Content starts

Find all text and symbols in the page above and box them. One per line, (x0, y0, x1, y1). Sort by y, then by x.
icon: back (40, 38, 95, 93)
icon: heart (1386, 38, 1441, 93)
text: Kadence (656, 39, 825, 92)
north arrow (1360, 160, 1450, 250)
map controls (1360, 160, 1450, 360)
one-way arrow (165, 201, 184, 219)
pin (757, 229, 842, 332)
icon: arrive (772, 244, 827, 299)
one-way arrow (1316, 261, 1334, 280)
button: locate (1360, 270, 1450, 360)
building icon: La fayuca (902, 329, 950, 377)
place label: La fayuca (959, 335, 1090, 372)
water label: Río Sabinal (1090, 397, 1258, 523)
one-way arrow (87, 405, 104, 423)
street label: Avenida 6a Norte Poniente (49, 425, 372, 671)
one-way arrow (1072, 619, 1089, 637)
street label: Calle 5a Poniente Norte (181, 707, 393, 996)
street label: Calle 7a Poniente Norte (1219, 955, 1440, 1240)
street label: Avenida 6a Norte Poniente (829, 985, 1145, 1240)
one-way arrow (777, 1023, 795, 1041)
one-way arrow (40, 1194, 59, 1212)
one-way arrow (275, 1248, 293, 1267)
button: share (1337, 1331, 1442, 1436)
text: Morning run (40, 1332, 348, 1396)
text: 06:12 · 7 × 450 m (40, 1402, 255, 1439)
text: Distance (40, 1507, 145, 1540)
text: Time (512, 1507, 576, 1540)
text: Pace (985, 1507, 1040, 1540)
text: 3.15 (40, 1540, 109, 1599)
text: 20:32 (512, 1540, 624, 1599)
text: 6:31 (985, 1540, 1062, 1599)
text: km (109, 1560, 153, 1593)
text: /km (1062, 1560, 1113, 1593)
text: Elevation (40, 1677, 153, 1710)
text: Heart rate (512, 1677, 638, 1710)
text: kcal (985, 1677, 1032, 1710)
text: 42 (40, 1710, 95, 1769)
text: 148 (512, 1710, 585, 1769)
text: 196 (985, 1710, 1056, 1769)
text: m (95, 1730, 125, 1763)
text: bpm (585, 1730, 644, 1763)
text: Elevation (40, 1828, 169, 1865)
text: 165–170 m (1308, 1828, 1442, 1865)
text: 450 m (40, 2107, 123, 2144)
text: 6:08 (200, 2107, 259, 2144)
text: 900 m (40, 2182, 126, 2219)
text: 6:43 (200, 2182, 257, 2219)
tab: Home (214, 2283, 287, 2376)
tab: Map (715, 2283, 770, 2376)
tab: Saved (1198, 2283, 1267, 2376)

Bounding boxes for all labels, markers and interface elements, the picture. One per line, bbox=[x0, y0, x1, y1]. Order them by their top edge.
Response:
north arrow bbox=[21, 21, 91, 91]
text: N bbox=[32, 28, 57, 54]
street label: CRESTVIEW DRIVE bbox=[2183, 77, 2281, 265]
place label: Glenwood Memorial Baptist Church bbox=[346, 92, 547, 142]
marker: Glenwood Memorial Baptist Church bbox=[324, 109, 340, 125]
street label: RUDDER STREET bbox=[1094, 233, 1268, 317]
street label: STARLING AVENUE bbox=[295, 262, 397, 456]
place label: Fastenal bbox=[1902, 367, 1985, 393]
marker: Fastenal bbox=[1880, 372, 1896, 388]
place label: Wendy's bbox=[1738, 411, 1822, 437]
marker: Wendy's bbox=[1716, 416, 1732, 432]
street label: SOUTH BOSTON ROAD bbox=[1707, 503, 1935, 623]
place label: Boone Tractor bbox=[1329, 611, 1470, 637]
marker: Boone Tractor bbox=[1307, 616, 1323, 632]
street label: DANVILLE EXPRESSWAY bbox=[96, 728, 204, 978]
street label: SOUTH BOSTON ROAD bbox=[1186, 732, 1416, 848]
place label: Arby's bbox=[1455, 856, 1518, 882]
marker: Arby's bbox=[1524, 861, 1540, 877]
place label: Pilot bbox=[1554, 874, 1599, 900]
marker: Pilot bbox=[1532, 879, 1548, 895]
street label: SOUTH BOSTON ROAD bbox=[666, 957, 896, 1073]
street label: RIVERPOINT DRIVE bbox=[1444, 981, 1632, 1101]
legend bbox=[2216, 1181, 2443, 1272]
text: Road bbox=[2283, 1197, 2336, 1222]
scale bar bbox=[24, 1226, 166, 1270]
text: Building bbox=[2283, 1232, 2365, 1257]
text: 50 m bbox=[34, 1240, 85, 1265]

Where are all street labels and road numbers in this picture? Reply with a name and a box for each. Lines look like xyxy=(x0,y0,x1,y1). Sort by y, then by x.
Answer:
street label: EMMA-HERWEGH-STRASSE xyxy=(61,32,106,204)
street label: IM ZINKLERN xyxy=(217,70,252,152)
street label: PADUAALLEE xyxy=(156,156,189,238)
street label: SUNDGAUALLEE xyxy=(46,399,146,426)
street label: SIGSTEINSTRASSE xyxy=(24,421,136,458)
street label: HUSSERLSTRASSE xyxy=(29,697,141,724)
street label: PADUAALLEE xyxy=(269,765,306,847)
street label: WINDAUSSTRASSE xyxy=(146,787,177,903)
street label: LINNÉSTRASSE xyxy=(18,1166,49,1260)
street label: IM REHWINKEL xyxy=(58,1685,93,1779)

Content ends

• [REQUIREMENT] Everything above must be retyped. Keep each record exactly the same.

• [SOLUTION TO THIS PROBLEM]
Find all text and symbols in the page above and box them. One per line, (x0, y0, x1, y1). Sort by y, then by x.
icon: back (40, 38, 95, 93)
icon: heart (1386, 38, 1441, 93)
text: Kadence (656, 39, 825, 92)
north arrow (1360, 160, 1450, 250)
map controls (1360, 160, 1450, 360)
one-way arrow (165, 201, 184, 219)
pin (757, 229, 842, 332)
icon: arrive (772, 244, 827, 299)
one-way arrow (1316, 261, 1334, 280)
button: locate (1360, 270, 1450, 360)
building icon: La fayuca (902, 329, 950, 377)
place label: La fayuca (959, 335, 1090, 372)
water label: Río Sabinal (1090, 397, 1258, 523)
one-way arrow (87, 405, 104, 423)
street label: Avenida 6a Norte Poniente (49, 425, 372, 671)
one-way arrow (1072, 619, 1089, 637)
street label: Calle 5a Poniente Norte (181, 707, 393, 996)
street label: Calle 7a Poniente Norte (1219, 955, 1440, 1240)
street label: Avenida 6a Norte Poniente (829, 985, 1145, 1240)
one-way arrow (777, 1023, 795, 1041)
one-way arrow (40, 1194, 59, 1212)
one-way arrow (275, 1248, 293, 1267)
button: share (1337, 1331, 1442, 1436)
text: Morning run (40, 1332, 348, 1396)
text: 06:12 · 7 × 450 m (40, 1402, 255, 1439)
text: Distance (40, 1507, 145, 1540)
text: Time (512, 1507, 576, 1540)
text: Pace (985, 1507, 1040, 1540)
text: 3.15 (40, 1540, 109, 1599)
text: 20:32 (512, 1540, 624, 1599)
text: 6:31 (985, 1540, 1062, 1599)
text: km (109, 1560, 153, 1593)
text: /km (1062, 1560, 1113, 1593)
text: Elevation (40, 1677, 153, 1710)
text: Heart rate (512, 1677, 638, 1710)
text: kcal (985, 1677, 1032, 1710)
text: 42 (40, 1710, 95, 1769)
text: 148 (512, 1710, 585, 1769)
text: 196 (985, 1710, 1056, 1769)
text: m (95, 1730, 125, 1763)
text: bpm (585, 1730, 644, 1763)
text: Elevation (40, 1828, 169, 1865)
text: 165–170 m (1308, 1828, 1442, 1865)
text: 450 m (40, 2107, 123, 2144)
text: 6:08 (200, 2107, 259, 2144)
text: 900 m (40, 2182, 126, 2219)
text: 6:43 (200, 2182, 257, 2219)
tab: Home (214, 2283, 287, 2376)
tab: Map (715, 2283, 770, 2376)
tab: Saved (1198, 2283, 1267, 2376)

Bounding boxes for all labels, markers and interface elements, the picture. One per line, bbox=[x0, y0, x1, y1]. Order them by their top edge.
Response:
north arrow bbox=[21, 21, 91, 91]
text: N bbox=[32, 28, 57, 54]
street label: CRESTVIEW DRIVE bbox=[2183, 77, 2281, 265]
place label: Glenwood Memorial Baptist Church bbox=[346, 92, 547, 142]
marker: Glenwood Memorial Baptist Church bbox=[324, 109, 340, 125]
street label: RUDDER STREET bbox=[1094, 233, 1268, 317]
street label: STARLING AVENUE bbox=[295, 262, 397, 456]
place label: Fastenal bbox=[1902, 367, 1985, 393]
marker: Fastenal bbox=[1880, 372, 1896, 388]
place label: Wendy's bbox=[1738, 411, 1822, 437]
marker: Wendy's bbox=[1716, 416, 1732, 432]
street label: SOUTH BOSTON ROAD bbox=[1707, 503, 1935, 623]
place label: Boone Tractor bbox=[1329, 611, 1470, 637]
marker: Boone Tractor bbox=[1307, 616, 1323, 632]
street label: DANVILLE EXPRESSWAY bbox=[96, 728, 204, 978]
street label: SOUTH BOSTON ROAD bbox=[1186, 732, 1416, 848]
place label: Arby's bbox=[1455, 856, 1518, 882]
marker: Arby's bbox=[1524, 861, 1540, 877]
place label: Pilot bbox=[1554, 874, 1599, 900]
marker: Pilot bbox=[1532, 879, 1548, 895]
street label: SOUTH BOSTON ROAD bbox=[666, 957, 896, 1073]
street label: RIVERPOINT DRIVE bbox=[1444, 981, 1632, 1101]
legend bbox=[2216, 1181, 2443, 1272]
text: Road bbox=[2283, 1197, 2336, 1222]
scale bar bbox=[24, 1226, 166, 1270]
text: Building bbox=[2283, 1232, 2365, 1257]
text: 50 m bbox=[34, 1240, 85, 1265]

Where are all street labels and road numbers in this picture? Reply with a name and a box for each. Lines look like xyxy=(x0,y0,x1,y1). Sort by y, then by x.
Answer:
street label: EMMA-HERWEGH-STRASSE xyxy=(61,32,106,204)
street label: IM ZINKLERN xyxy=(217,70,252,152)
street label: PADUAALLEE xyxy=(156,156,189,238)
street label: SUNDGAUALLEE xyxy=(46,399,146,426)
street label: SIGSTEINSTRASSE xyxy=(24,421,136,458)
street label: HUSSERLSTRASSE xyxy=(29,697,141,724)
street label: PADUAALLEE xyxy=(269,765,306,847)
street label: WINDAUSSTRASSE xyxy=(146,787,177,903)
street label: LINNÉSTRASSE xyxy=(18,1166,49,1260)
street label: IM REHWINKEL xyxy=(58,1685,93,1779)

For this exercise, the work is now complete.